Lurdes Pereira, 64 anos, também mora aqui desde que nasceu. Está também agora noutra casa e por isso fez novo contrato há dois anos. Quando foi notificada da venda do bairro dirigiu-se ao escritório da imobiliária. Lá, ter-lhe-ão dito que ninguém ficaria sem casa e que iam apenas remodelar o bairro. No dia em que aqui vieram disseram-lhe que os novos contratos não seriam renovados, garante.
“Se eles dizem que é para remodelar, fazem o que querem aqui e depois fazem novo contrato com valores mais elevados. É uma maneira de não voltarmos. Foi o que aconteceu na Rua Escura ou no Souto, onde agora estão lá as casas vazias”, diz.
Futuro pode ou não passar pelo turismo
Contactado pelo PÚBLICO, Pedro Soares, sócio-gerente da Porto Baixa nega “redondamente” que os inquilinos serão despejados. Confirma que o bairro foi comprado há dois meses e que adquiriram um terreno contíguo em Março. Afirma que o complexo será remodelado e que os contratos de arrendamento estão a ser analisados.
O gestor garante que os contratos serão cumpridos, contudo, assume que quem estiver em falta com o pagamento de rendas será convidado a sair. A compra do bairro foi realizada tendo como finalidade a sua rentabilização e, nesse sentido, as rendas serão ajustadas aos valores do mercado “de acordo com a lei”, explica.
A Porto Baixa admite não estar ainda numa posição em que possa adiantar qual o aumento que os arrendamentos vão sofrer, mas garante serão “os justos” e na perspectiva de rentabilizar o investimento. Existe a intenção de construir no terreno contíguo, mas nega que esteja definido “hoje” que, tanto as novas construções como as habitações do resto do bairro, sejam exploradas para alojamento para turistas. E no futuro? O investidor responde que não pode prever o que acontecerá mais tarde.
No Maria Vitorina sobram sete inquilinos
Metros mais abaixo do bairro da Tapada, no Maria Vitorina, parece não existir vivalma. No bairro com 20 casas, só sete estão ocupadas. O PÚBLICO encontrou um morador, Alexandre Silva, 55 anos, que mora aqui há 44 anos, e há dois na casa actual. Tem novo contrato que acaba em Março. Só quatro dos sete inquilinos é que têm contratos antigos.
Como todos os outros vizinhos com contratos recentes recebeu uma notificação do senhorio. Os contratos não serão renovados. Todos os outros notificados já abalaram daqui para fora. Manuela Mota, que se junta à conversa, está na mesma situação. Diz-nos que além do si e de Alexandre há mais um inquilino com ordem de marcha. “Vão sobrar quatro no bairro”, contabiliza.

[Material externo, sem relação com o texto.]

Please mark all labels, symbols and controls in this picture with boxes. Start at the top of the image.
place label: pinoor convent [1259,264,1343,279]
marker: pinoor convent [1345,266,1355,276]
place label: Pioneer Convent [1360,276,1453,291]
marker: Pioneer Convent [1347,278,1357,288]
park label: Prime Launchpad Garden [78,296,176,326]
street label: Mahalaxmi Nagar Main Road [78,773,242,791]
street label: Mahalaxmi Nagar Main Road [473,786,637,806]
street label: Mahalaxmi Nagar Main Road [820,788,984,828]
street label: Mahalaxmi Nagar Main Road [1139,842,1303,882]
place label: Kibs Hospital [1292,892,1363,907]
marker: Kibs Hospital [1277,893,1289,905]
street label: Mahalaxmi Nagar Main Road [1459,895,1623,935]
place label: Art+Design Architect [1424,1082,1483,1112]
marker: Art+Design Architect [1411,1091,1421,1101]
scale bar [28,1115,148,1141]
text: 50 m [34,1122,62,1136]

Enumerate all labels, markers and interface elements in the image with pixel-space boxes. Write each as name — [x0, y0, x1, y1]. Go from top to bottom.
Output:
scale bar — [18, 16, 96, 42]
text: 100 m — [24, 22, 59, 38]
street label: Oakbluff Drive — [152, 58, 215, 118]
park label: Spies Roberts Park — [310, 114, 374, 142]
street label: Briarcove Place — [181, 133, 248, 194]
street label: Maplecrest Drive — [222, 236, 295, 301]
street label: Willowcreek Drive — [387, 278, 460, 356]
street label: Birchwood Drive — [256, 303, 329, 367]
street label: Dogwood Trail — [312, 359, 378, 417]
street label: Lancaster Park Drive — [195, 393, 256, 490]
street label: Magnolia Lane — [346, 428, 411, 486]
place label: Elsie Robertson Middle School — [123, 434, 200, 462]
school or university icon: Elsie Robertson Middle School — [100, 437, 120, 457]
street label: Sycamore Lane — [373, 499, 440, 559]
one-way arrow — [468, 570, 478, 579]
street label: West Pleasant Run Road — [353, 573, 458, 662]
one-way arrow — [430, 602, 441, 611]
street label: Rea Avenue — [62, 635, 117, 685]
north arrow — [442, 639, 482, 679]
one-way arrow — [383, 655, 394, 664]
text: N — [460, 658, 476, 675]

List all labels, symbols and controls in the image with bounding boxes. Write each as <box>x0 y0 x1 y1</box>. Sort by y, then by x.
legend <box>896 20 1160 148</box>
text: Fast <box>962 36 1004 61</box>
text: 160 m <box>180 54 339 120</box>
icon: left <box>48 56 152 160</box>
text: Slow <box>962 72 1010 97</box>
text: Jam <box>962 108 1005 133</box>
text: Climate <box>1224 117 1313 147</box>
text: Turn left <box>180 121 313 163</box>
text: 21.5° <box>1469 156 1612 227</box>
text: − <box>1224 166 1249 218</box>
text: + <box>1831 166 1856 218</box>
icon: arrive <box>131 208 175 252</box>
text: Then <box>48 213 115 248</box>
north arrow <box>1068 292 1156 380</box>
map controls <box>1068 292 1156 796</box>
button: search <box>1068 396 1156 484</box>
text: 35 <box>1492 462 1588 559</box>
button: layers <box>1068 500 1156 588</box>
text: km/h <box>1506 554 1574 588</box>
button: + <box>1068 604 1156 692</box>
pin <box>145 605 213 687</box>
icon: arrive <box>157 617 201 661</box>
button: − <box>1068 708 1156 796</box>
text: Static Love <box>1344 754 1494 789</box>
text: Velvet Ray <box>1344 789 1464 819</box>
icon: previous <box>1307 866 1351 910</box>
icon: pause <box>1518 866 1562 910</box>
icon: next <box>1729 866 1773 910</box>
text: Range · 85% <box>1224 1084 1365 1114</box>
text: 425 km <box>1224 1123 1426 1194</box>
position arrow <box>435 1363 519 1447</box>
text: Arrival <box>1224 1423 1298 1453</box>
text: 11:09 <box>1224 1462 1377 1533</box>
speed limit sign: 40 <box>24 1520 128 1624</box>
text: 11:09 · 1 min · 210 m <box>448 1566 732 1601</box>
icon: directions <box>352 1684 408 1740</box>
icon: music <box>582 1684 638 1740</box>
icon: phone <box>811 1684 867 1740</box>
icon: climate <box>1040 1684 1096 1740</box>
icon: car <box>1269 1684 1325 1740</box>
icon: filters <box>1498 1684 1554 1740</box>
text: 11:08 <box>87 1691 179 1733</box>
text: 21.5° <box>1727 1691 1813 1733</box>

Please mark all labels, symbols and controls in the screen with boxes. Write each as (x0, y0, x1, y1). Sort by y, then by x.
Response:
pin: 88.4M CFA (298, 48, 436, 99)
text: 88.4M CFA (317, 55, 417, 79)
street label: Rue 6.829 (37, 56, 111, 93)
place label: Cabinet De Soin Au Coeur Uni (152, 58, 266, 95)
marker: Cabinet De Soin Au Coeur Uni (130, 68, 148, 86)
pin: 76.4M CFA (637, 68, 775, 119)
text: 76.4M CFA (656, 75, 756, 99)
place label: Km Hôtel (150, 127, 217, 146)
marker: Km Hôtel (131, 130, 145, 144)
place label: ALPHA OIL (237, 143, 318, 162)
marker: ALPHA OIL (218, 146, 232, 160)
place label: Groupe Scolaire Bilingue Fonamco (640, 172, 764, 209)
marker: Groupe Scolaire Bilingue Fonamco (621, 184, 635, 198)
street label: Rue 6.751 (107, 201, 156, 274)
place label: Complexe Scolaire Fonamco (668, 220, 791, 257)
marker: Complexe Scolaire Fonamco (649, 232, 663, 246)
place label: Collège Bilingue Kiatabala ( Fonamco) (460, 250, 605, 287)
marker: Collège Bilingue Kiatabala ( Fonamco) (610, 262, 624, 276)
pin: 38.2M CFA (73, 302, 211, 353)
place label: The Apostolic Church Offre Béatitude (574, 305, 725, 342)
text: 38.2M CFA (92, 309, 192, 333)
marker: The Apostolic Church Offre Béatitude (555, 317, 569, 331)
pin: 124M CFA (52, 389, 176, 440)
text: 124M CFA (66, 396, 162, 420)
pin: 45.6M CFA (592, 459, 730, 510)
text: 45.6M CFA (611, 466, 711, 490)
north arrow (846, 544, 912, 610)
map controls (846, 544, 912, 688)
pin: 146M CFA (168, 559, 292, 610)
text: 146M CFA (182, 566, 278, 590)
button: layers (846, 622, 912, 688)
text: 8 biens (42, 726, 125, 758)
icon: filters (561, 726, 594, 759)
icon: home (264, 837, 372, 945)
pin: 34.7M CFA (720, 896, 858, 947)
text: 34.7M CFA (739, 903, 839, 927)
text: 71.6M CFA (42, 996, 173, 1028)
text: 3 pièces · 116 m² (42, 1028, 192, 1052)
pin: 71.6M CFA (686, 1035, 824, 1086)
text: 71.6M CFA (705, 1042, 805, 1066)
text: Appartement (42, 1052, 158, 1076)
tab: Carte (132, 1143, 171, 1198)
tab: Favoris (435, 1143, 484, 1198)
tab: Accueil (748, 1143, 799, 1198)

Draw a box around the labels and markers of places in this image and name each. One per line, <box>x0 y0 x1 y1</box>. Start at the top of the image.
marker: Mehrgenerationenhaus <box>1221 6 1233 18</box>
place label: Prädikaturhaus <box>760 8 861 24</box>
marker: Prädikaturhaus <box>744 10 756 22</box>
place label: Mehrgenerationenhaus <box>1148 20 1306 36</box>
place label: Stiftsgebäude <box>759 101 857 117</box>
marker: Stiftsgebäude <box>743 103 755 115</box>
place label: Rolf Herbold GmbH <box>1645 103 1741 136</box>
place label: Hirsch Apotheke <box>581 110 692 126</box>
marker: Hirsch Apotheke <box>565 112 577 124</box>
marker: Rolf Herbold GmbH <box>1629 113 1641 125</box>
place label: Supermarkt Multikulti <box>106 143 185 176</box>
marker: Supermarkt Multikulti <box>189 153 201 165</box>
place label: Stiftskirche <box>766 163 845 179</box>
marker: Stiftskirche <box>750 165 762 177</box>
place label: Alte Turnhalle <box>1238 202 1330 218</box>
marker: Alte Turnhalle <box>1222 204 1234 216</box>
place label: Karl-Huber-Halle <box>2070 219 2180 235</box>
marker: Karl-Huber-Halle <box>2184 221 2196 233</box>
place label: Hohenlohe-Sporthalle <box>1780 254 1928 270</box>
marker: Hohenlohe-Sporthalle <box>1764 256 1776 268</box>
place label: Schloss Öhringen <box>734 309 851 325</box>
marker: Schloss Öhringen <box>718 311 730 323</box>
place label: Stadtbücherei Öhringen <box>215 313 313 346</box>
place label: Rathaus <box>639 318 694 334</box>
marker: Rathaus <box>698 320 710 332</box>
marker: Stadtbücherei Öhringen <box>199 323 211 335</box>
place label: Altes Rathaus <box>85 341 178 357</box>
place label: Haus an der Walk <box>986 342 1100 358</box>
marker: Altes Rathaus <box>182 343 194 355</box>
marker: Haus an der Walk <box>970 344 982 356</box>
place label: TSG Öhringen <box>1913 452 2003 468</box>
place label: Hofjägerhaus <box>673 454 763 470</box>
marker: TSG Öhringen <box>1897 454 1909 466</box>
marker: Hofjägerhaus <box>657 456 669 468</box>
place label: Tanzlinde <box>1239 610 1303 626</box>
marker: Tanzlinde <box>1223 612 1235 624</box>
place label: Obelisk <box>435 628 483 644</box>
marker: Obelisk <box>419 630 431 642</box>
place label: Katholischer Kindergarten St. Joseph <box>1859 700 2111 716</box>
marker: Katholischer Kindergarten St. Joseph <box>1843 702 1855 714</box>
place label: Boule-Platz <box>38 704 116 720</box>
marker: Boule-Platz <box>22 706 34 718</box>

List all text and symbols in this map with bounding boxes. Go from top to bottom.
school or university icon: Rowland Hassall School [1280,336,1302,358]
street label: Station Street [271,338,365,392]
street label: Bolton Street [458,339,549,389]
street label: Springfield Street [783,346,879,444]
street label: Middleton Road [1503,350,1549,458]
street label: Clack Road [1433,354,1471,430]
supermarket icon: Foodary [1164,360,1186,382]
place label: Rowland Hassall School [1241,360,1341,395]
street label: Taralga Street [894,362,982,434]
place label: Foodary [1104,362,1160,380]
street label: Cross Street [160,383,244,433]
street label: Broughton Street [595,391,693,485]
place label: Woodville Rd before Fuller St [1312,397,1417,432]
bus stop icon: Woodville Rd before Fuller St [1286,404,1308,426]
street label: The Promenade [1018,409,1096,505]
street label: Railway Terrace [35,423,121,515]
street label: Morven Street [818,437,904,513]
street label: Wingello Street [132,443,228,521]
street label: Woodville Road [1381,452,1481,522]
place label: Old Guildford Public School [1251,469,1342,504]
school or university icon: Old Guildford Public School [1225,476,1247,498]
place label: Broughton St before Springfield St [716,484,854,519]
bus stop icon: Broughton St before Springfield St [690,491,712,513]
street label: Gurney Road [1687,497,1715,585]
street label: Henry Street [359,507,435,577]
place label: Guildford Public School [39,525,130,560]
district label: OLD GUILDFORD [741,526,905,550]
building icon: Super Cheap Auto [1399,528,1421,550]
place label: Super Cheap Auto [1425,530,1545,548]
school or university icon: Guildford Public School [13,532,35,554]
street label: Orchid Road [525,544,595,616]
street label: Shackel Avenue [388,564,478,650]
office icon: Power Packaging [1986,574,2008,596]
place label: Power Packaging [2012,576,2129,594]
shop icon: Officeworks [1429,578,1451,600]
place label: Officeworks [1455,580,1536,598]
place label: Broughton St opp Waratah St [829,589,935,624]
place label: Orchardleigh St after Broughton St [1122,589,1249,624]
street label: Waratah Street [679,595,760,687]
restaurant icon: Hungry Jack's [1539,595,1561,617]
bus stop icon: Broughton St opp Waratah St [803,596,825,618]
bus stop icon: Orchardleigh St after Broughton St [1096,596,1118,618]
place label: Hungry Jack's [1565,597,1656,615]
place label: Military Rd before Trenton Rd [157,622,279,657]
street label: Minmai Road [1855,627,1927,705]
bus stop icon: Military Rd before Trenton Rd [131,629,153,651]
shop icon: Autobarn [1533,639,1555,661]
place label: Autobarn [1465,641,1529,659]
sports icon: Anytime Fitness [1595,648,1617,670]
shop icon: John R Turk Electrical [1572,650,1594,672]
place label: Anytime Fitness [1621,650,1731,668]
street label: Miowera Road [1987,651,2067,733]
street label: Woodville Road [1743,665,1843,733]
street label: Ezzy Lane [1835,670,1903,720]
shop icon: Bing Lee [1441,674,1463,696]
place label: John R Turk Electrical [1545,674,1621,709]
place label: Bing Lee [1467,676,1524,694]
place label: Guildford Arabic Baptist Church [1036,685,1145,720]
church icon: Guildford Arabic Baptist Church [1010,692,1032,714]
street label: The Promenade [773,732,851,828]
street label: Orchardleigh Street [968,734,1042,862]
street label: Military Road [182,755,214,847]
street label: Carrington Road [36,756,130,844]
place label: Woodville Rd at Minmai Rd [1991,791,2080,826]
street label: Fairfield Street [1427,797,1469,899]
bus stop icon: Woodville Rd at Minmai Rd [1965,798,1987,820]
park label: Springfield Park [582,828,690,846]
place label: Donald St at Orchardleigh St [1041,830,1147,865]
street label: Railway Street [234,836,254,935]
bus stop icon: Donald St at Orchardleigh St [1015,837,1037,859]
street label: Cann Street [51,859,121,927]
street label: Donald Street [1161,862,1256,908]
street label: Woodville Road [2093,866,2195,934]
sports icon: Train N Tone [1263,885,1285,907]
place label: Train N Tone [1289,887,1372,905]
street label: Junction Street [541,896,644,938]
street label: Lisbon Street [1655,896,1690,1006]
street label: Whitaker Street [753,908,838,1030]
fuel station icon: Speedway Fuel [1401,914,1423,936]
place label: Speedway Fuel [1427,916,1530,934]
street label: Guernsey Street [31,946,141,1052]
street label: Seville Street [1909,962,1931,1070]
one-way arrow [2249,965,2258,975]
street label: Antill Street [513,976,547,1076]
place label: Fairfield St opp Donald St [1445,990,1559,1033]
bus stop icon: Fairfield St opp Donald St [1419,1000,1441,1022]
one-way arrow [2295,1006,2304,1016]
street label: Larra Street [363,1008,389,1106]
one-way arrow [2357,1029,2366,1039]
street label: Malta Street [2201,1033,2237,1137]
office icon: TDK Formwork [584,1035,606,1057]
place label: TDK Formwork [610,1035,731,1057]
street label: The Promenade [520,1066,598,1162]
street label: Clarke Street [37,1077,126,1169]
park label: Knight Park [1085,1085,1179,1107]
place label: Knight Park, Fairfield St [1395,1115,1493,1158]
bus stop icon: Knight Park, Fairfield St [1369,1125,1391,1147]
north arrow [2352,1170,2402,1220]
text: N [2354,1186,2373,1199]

Alexandre diz haver rumores de que o bairro já foi comprado. Porém, as rendas ainda as tem pago ao mesmo senhorio. Conta que desde que aqui mora nunca assistiu a tanto interesse nas Fontainhas. Começou a acontecer na altura em que inicia a construção do hotel que abriu em 2016 onde acaba a escarpa, já na Avenida Gustavo Eiffel, junto ao rio.
Adivinha qual será o seu destino, mas vai lutar para não sair: “Mesmo que receba uma indemnização, não há dinheiro que pague as memórias que tenho daqui”.